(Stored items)
══════
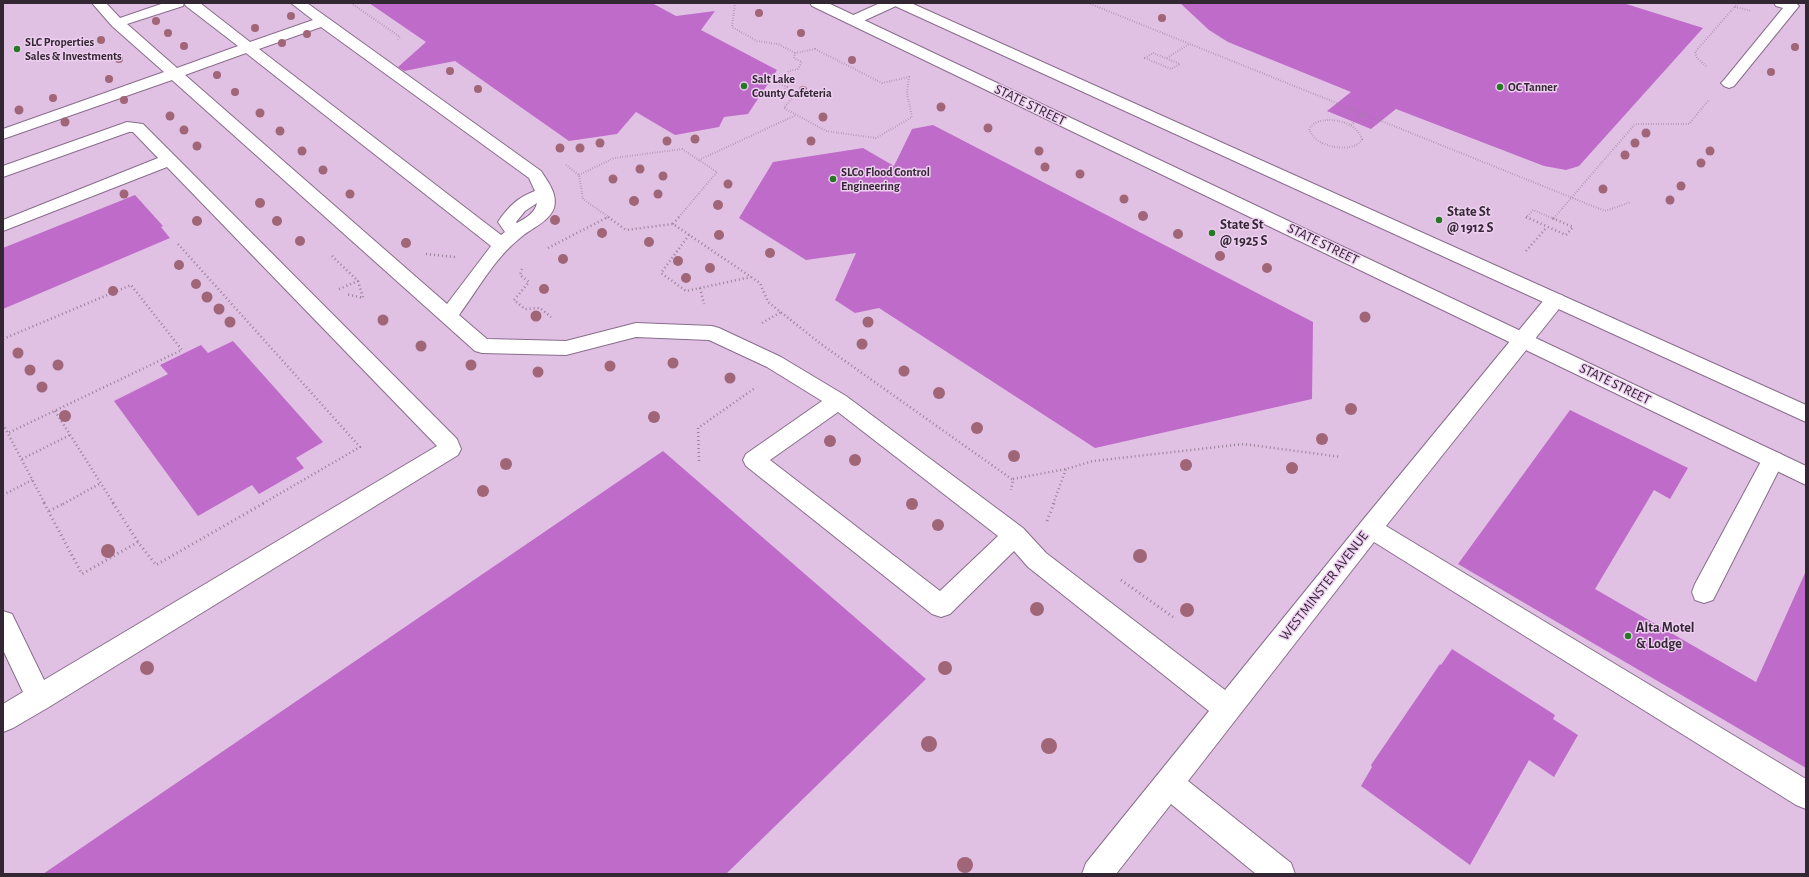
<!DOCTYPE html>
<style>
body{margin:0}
#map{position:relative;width:1809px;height:877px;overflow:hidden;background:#e0c1e3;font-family:"Alegreya Sans",sans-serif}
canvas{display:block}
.frame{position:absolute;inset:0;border:4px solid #332734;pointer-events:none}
</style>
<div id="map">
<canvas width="1809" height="877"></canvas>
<div class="frame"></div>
</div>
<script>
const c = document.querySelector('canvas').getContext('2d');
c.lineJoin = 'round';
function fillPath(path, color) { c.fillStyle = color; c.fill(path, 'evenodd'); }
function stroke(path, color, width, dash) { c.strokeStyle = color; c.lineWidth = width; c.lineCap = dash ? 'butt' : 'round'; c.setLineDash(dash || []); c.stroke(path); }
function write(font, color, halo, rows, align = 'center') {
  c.font = font + ' "Alegreya Sans",sans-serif'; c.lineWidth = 3; c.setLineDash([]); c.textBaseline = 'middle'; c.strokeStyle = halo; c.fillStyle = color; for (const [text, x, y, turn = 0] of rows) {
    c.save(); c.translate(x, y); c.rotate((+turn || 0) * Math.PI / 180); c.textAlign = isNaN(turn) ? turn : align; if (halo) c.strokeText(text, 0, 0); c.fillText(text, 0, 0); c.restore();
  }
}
const building = new Path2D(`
 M369,3H652L676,16L715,11L701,30L777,70L748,114L724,117L719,127L675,135L636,112L617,134L569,141L455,61L404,71L398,67L426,42Z
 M1180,3H1623L1703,28L1579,166L1566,170L1544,166L1396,109L1371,129L1327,111L1351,92L1228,42L1209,30Z
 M933,125L1313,322L1312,399L1095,448L879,308L855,313L835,300L856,253L806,260L739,218L773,162L863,148L894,166L912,129Z
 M135,195L163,226L161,227L170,238L3,309V248Z
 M233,341L323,442L296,458L304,468L259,494L252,485L198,516L114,401L168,374L160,365L201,345L208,353Z
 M1570,410L1688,468L1670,499L1654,490L1595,589L1756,682L1806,571V768L1458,564Z
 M663,451L926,679L726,874H43Z
 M1452,649L1555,715L1553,719L1578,735L1554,777L1529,760L1470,865L1361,786L1372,767L1371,765L1440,664L1441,665Z`);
const pathFar2 = new Path2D(`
 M351,3L400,37L397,41
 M735,3L732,27L757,41L778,44L795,53
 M1088,3L1605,211L1631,202
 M1735,7L1752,11
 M815,49L882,83L909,77L907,93L912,117L876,138L826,131L784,108L792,98L782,93L787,87L780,84L789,71L798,69L802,62L794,58L795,53Z
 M1153,53L1180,64L1171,69L1145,58Z
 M1167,58L1189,44
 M1706,66L1697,58L1695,52L1738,3
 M1327,120C1342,120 1356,124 1362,139C1355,152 1331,148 1320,142C1315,139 1312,135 1309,130C1312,122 1319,121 1327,120Z
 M1351,125L1364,114
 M699,160L796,115
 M566,165L579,175L583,199L610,218
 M579,175L614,158L682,149L717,172L678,218
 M606,218L608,217
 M1526,218L1533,210L1552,218
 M1554,218L1635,124H1689L1708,101`);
const pathFar1 = new Path2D(`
 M608,217L626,230L673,224L760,283L768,302L821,344L1013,480L1011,490
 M1526,217L1566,235L1573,227L1550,217
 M1553,219L1555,217
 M673,224L679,217
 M689,235L661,273L686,291L751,277
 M178,244L360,447L262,504
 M548,248L608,217
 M1526,251L1547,227
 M426,254L455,257
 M332,256L358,281L363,298L346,294
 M522,269L520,275L529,282L514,300L525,309L540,308L551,317
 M700,288L704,304
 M339,289L358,281
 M762,323L781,312
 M3,339L131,285L182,350L8,433
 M55,411L114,504
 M3,424L45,504
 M22,459L70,435
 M699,461L698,428L755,388
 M1013,479L1066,469L1093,461L1244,444L1341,457
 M3,495L32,480
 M63,504L101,483
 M1053,504L1066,469`);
const path = new Path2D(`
 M44,503L82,574L138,542L156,565L264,503
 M113,503L138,542
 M49,511L65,503
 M1047,521L1054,503
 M1121,580L1173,617`);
const minor = new Path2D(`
 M92,3H106L120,18L164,3H200L250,42L313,20L291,3H307L541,171C548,182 558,194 554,208C548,223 531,228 520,238C495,258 478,289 459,315L487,339L566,341L636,323L712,326L719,328L781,357L846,396L1023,528L1046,553L1225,690L1362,521L1548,295L1555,294L1562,295L1565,300L1562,305L1386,526L1806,779V809L1796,805L1374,542L1188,781L1291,863L1295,874H1256L1171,804L1116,874H1082L1086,863L1209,711L1028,567L1014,551L950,614L941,617L932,614L746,466L743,460L746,454L822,401L767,367L709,340L636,337L566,355L482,353L475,351L172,80L3,139V129L164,72L112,26ZM184,3L186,6L238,46L177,68L127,24L183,6ZM321,27L529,178L535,191C518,197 508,207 498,222L505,232L501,235L259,49ZM246,53L491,246L447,304L185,75ZM537,203C535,213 526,218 517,223L516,222L525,211ZM838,412L998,536L940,591L770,460Z
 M880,3H898L896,6L859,23H849L847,20L849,17Z
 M1774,3H1796L1799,6L1734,86L1729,88L1724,86L1721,83L1724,80L1783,8L1776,6Z
 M127,122L143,124L457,439L461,449L458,455L49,707L13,728L3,732V704L23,692L3,650V611L12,614L44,680L437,446L167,167L3,231V220L158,158L133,132H129L3,177V166Z
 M1773,451L1781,454L1784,460L1713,600L1704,603L1695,600L1692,592L1695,584L1765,454Z`);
const major = new Path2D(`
 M810,3H828L1806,466V485L812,6Z
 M893,3H911L1806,405V422L895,6Z`);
const trees = [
 [759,13,4],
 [291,16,4],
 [1162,18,4],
 [156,21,4],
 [255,28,4],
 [168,33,4],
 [801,33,4],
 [307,34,4],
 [101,40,4],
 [282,43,4],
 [184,46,4],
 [1795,47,4],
 [119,59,4],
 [852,60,4],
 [450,71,4],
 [1771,72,4],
 [217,75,4],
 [109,79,4],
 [478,89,4],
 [803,90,4],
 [235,92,4],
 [53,98,4],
 [124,100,4],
 [941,107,4.5],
 [19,110,4.5],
 [260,113,4.5],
 [170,116,4.5],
 [823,117,4.5],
 [65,122,4.5],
 [988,128,4.5],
 [184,130,4.5],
 [280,131,4.5],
 [1646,133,4.5],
 [695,139,4.5],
 [667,141,4.5],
 [811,141,4.5],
 [600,143,4.5],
 [1635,143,4.5],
 [197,146,4.5],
 [560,148,4.5],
 [580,148,4.5],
 [302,151,4.5],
 [1039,151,4.5],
 [1710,151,4.5],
 [1625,155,4.5],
 [1701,163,4.5],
 [1045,167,4.5],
 [640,169,4.5],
 [323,170,4.5],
 [1080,174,4.5],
 [663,176,4.5],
 [613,179,4.5],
 [728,184,4.5],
 [1681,186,4.5],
 [1603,189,4.5],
 [124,194,4.5],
 [350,194,4.5],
 [658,194,4.5],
 [1124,199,4.5],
 [1670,200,4.5],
 [634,201,5],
 [260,203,5],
 [718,205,5],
 [1143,216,5],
 [555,220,5],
 [197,221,5],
 [277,221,5],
 [602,233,5],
 [1178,234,5],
 [719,235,5],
 [300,241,5],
 [649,242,5],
 [406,243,5],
 [770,253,5],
 [1220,256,5],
 [563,259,5],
 [678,261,5],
 [179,265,5],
 [710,268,5],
 [1267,268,5],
 [686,278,5],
 [196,284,5],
 [544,289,5],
 [113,291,5],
 [207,297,5.5],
 [219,309,5.5],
 [536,316,5.5],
 [1365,317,5.5],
 [383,320,5.5],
 [230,322,5.5],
 [868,322,5.5],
 [862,344,5.5],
 [421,346,5.5],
 [18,353,5.5],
 [673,363,5.5],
 [58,365,5.5],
 [471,365,5.5],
 [610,366,5.5],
 [30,370,5.5],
 [904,371,5.5],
 [538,372,5.5],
 [730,378,5.5],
 [42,387,5.5],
 [939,393,6],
 [1351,409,6],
 [65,416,6],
 [654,417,6],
 [977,428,6],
 [1322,439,6],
 [830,441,6],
 [1014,456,6],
 [855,460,6],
 [506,464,6],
 [1186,465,6],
 [1292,468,6],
 [483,491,6],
 [912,504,6],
 [938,525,6],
 [108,551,7],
 [1140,556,7],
 [1037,609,7],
 [1187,610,7],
 [147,668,7],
 [945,668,7],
 [929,744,8],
 [1049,746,8],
 [965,865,8]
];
const markers = [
 [17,49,4,"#257925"],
 [744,86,4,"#257925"],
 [1500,87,4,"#257925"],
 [833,179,4,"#257925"],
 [1439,220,4,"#257925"],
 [1212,233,4,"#257925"],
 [1628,636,4,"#257925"]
];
const farPoinames = [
 ["SLC Properties",25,42],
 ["Sales & Investments",25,56],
 ["Salt Lake",752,79],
 ["County Cafeteria",752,93],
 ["OC Tanner",1508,87],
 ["SLCo Flood Control",841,172],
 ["Engineering",841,186]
];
const streetNames = [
 ["STATE STREET",1030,105,26],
 ["STATE STREET",1323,244,26],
 ["STATE STREET",1615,384,26],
 ["WESTMINSTER AVENUE",1324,586,-52]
];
const poiNames = [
 ["State St",1447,212],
 ["@ 1912 S",1447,228],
 ["State St",1220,225],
 ["@ 1925 S",1220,241],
 ["Alta Motel",1636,628],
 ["& Lodge",1636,644]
];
fillPath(building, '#bf6bc9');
stroke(minor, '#896d8c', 2);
stroke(major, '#896d8c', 2);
stroke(pathFar2, '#978099', 2, [0.5, 2]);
stroke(pathFar1, '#978099', 2.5, [1, 3]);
stroke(path, '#978099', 3, [1, 3.5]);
fillPath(minor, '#fff');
fillPath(major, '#fff');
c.fillStyle = '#a06577';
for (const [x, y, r] of trees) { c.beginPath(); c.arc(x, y, r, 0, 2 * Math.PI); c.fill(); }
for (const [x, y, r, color] of markers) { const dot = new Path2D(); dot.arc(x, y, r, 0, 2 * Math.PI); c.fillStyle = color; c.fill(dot); stroke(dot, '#edcef0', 1.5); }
write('bold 12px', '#332734', '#edcef0', farPoinames, 'left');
write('14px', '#332734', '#edcef0', streetNames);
write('bold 14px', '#332734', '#edcef0', poiNames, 'left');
</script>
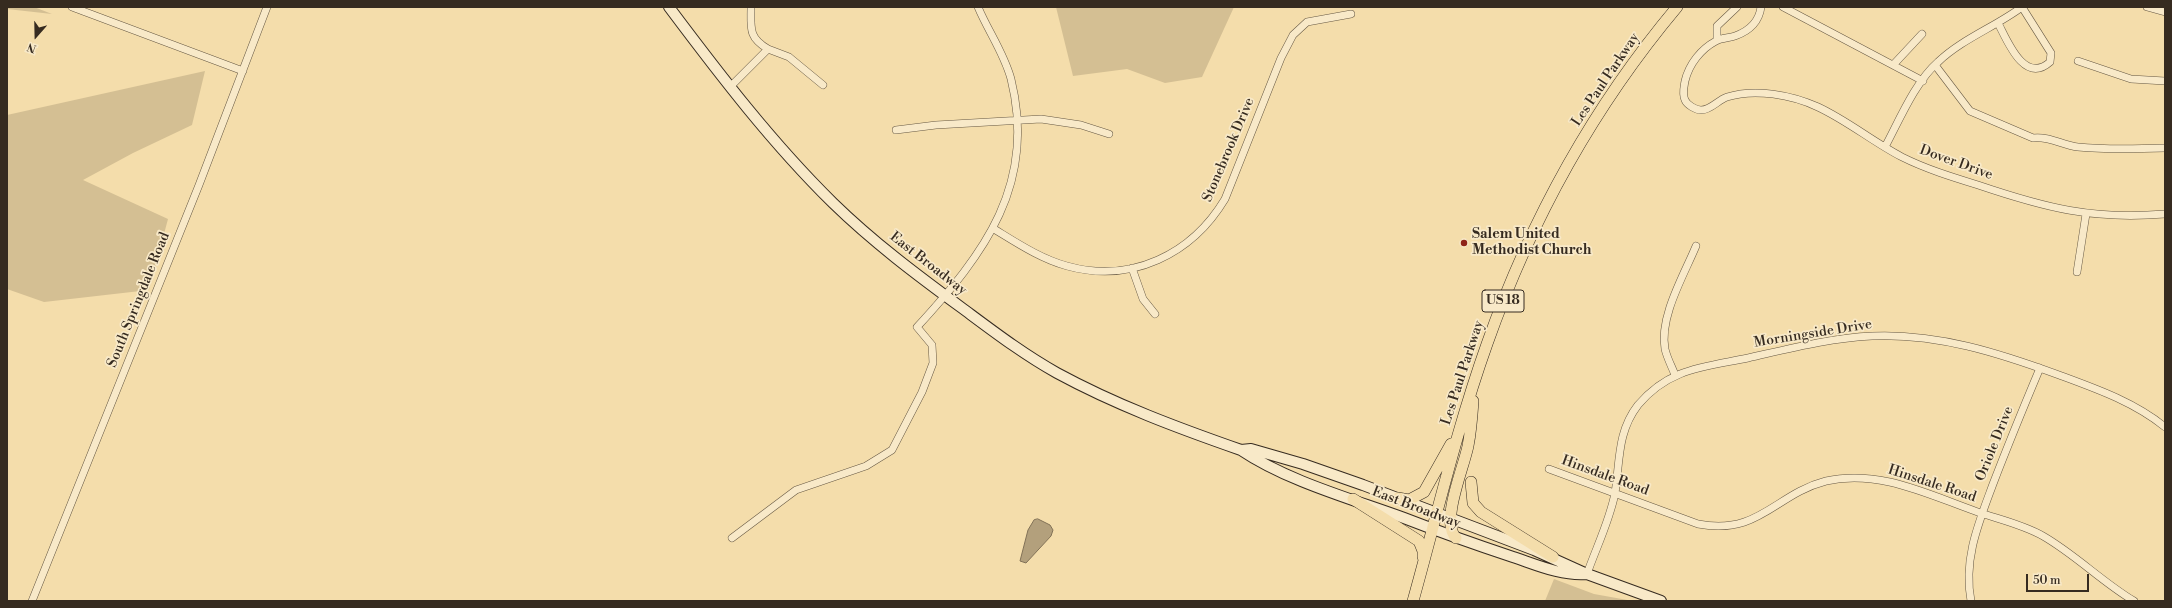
<!DOCTYPE html>
<style>
body{margin:0}
#map{position:relative;width:2172px;height:608px;overflow:hidden;background:#f4ddab;font-family:"Libre Bodoni",serif}
canvas{display:block}
.frame{position:absolute;inset:0;border:8px solid #362b20;pointer-events:none}
.north{position:absolute;left:16px;top:16px;width:40px;height:40px;-webkit-text-stroke:3px #f8e9c8;paint-order:stroke;rotate:200deg;font-size:11px;font-weight:700;line-height:16px;text-align:center;color:#362b20}
.north::after{content:'';display:block;margin:auto;width:14px;height:18px;background:#362b20;clip-path:polygon(50% 0,100% 100%,50% 72%,0 100%)}
.scale{position:absolute;left:2026px;top:574px;width:63px;height:18px;box-sizing:border-box;border:2px solid #362b20;border-top:0;padding-left:5px;font-size:12px;line-height:14px;white-space:nowrap;color:#362b20;-webkit-text-stroke:3px #f8e9c8;paint-order:stroke}
</style>
<div id="map">
<canvas width="2172" height="608"></canvas>
<div class="frame"></div>
<div class="north">N</div>
<div class="scale">50 m</div>
</div>
<script>
const ctx = document.querySelector('canvas').getContext('2d');
ctx.lineJoin = 'round';
function fill(path, color) {
  ctx.fillStyle = color;
  ctx.fill(path, 'evenodd');
}
function stroke(path, color, width, dash) {
  ctx.strokeStyle = color;
  ctx.lineWidth = width;
  ctx.lineCap = dash ? 'butt' : 'round';
  ctx.setLineDash(dash || []);
  ctx.stroke(path);
}
function label(font, color, halo, rows, align = 'center') {
  ctx.font = font + ' "Libre Bodoni",serif';
  ctx.lineWidth = 3.5;
  ctx.setLineDash([]);
  ctx.textBaseline = 'middle';
  ctx.strokeStyle = halo;
  ctx.fillStyle = color;
  for (const [text, x, y, turn = 0] of rows) {
    ctx.save();
    ctx.translate(x, y);
    ctx.rotate((+turn || 0) * Math.PI / 180);
    ctx.textAlign = isNaN(turn) ? turn : align;
    if (halo) ctx.strokeText(text, 0, 0);
    ctx.fillText(text, 0, 0);
    ctx.restore();
  }
}
const green = new Path2D(`
 M 7,7 L 34,7 L 52,14 L 7,9 Z
 M 1056,7 L 1234,7 L 1202,77 L 1165,83 L 1127,69 L 1073,76 Z
 M 205,71 L 192,125 L 133,153 L 83,180 L 168,219 L 149,290 L 44,302 L 7,289 L 7,115 Z
 M 1554,579 L 1594,594 L 1633,601 L 1545,601 Z`);
const water = new Path2D(`
 M 1038,519 L 1050,525 L 1053,530 L 1051,536 L 1026,563 L 1020,561 L 1028,530 L 1034,520 Z`);
const street = new Path2D(`
 M 72,7 L 243,71
 M 751,7 C 751,28 748,37 768,49
 M 1761,7 C 1759,22 1749,31 1735,36 C 1729,38 1721,38 1716,41 C 1701,49 1689,64 1685,81 C 1684,87 1682,94 1685,100 C 1687,105 1696,110 1701,110 C 1711,110 1718,100 1727,97 C 1755,88 1792,95 1818,107 C 1848,121 1873,142 1902,157 C 1926,169 1952,177 1978,185 C 2046,208 2093,220 2165,214
 M 1783,7 L 1923,81
 M 2147,7 L 2165,12
 M 1998,23 C 2007,40 2024,85 2050,62 L 2051,53 L 2022,7
 M 1717,40 L 1717,26 L 1737,7
 M 2078,61 L 2131,79 L 2165,81
 M 1894,64 L 1922,34
 M 1935,65 L 1970,111 L 2033,138 C 2049,136 2062,145 2078,147 C 2107,150 2136,149 2165,148
 M 730,87 L 768,49 L 789,57 L 823,85
 M 896,130 L 936,125 L 1041,119 L 1081,125 L 1109,134
 M 1885,147 C 1899,121 1915,82 1938,62 C 1962,39 1995,27 2022,7
 M 994,229 C 1017,243 1041,259 1067,266 C 1132,284 1192,254 1225,199 L 1281,58 L 1293,35 L 1307,22 L 1351,14
 M 1132,268 L 1143,299 L 1155,314
 M 2077,272 L 2086,214
 M 1675,375 C 1672,367 1667,358 1665,349 C 1659,317 1684,275 1696,246
 M 1549,469 L 1698,524 C 1759,536 1775,494 1826,481 C 1878,469 1927,494 1975,511 C 1997,519 2022,524 2043,536 C 2076,555 2102,582 2134,601
 M 732,538 L 796,490 L 866,466 L 892,450 L 922,392 L 933,363 L 932,345 L 917,327 C 985,253 1037,184 1011,79 C 1004,53 988,31 978,7
 M 1587,574 C 1596,548 1610,520 1615,493 C 1620,462 1617,432 1638,405 C 1669,368 1704,367 1748,358 C 1788,349 1830,338 1872,336 C 1937,333 1999,353 2059,375 C 2097,389 2134,402 2165,427
 M 32,601 L 199,185 L 267,7
 M 1971,601 C 1963,559 1979,522 1993,484 C 2008,445 2024,406 2040,368`);
const secondary = new Path2D(`
 M 669,7 C 720,75 772,143 833,203 C 873,242 917,275 962,308 C 993,331 1023,354 1057,373 C 1116,405 1178,428 1241,450 C 1287,481 1352,499 1404,518 C 1440,532 1477,545 1513,557 C 1537,565 1561,576 1587,574
 M 1241,450 L 1251,449 L 1303,464 L 1363,485 L 1534,550 L 1587,574 L 1661,601`);
const primary = new Path2D(`
 M 1471,482 L 1473,503 L 1481,512 L 1553,557
 M 1398,498 L 1409,500 L 1424,492 L 1451,444
 M 1353,499 L 1419,541 L 1423,551 L 1423,557
 M 1456,538 C 1440,522 1464,467 1468,446 C 1471,431 1472,416 1473,401
 M 1413,601 C 1437,515 1457,428 1487,344 C 1530,222 1594,106 1677,7`);
const markers = [
 [1464,243,4,"#8f2418"]
];
const shields = [
 [1503,301,42]
];
const shieldNames = [
 ["US 18",1503,301]
];
const streetNames = [
 ["Les Paul Parkway",1606,80,-56],
 ["Stonebrook Drive",1229,150,-67],
 ["Dover Drive",1956,163,20],
 ["East Broadway",928,264,38],
 ["South Springdale Road",139,300,-68],
 ["Morningside Drive",1813,334,-9],
 ["Les Paul Parkway",1463,373,-72],
 ["Oriole Drive",1995,444,-68],
 ["Hinsdale Road",1605,476,20],
 ["Hinsdale Road",1932,484,18],
 ["East Broadway",1416,508,21]
];
const poiNames = [
 ["Salem United",1472,235],
 ["Methodist Church",1472,251]
];
fill(green, '#d4bf93');
fill(water, '#b3a07c');
stroke(water, '#817157', 1);
stroke(street, '#665843', 8);
stroke(secondary, '#362b20', 12);
stroke(primary, '#362b20', 12);
stroke(street, '#f8e9c8', 7);
stroke(secondary, '#f8e9c8', 10);
stroke(primary, '#f4ddab', 11);
for (const [x, y, r, color] of markers) {
  const dot = new Path2D();
  dot.arc(x, y, r, 0, 2 * Math.PI);
  ctx.fillStyle = color;
  ctx.fill(dot);
  stroke(dot, '#f8e9c8', 1.5);
}
for (const [x, y, w] of shields) {
  const box = new Path2D();
  box.roundRect(x - w / 2, y - 11, w, 22, 3);
  ctx.fillStyle = '#f8e9c8';
  ctx.fill(box);
  stroke(box, '#362b20', 1);
}
label('bold 13px', '#362b20', null, shieldNames);
label('14px', '#362b20', '#f8e9c8', streetNames);
label('bold 14px', '#362b20', '#f8e9c8', poiNames, 'left');
</script>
══════
▸ Instructions to follow
Would you copy, unchanged, the stretch of the records above that begins at the line containing "c.save(); c.translate(x, y);" and ends at the line containing "M1167,58L1189,44", and only that?

▸ Answer section
    c.save(); c.translate(x, y); c.rotate((+turn || 0) * Math.PI / 180); c.textAlign = isNaN(turn) ? turn : align; if (halo) c.strokeText(text, 0, 0); c.fillText(text, 0, 0); c.restore();
  }
}
const building = new Path2D(`
 M369,3H652L676,16L715,11L701,30L777,70L748,114L724,117L719,127L675,135L636,112L617,134L569,141L455,61L404,71L398,67L426,42Z
 M1180,3H1623L1703,28L1579,166L1566,170L1544,166L1396,109L1371,129L1327,111L1351,92L1228,42L1209,30Z
 M933,125L1313,322L1312,399L1095,448L879,308L855,313L835,300L856,253L806,260L739,218L773,162L863,148L894,166L912,129Z
 M135,195L163,226L161,227L170,238L3,309V248Z
 M233,341L323,442L296,458L304,468L259,494L252,485L198,516L114,401L168,374L160,365L201,345L208,353Z
 M1570,410L1688,468L1670,499L1654,490L1595,589L1756,682L1806,571V768L1458,564Z
 M663,451L926,679L726,874H43Z
 M1452,649L1555,715L1553,719L1578,735L1554,777L1529,760L1470,865L1361,786L1372,767L1371,765L1440,664L1441,665Z`);
const pathFar2 = new Path2D(`
 M351,3L400,37L397,41
 M735,3L732,27L757,41L778,44L795,53
 M1088,3L1605,211L1631,202
 M1735,7L1752,11
 M815,49L882,83L909,77L907,93L912,117L876,138L826,131L784,108L792,98L782,93L787,87L780,84L789,71L798,69L802,62L794,58L795,53Z
 M1153,53L1180,64L1171,69L1145,58Z
 M1167,58L1189,44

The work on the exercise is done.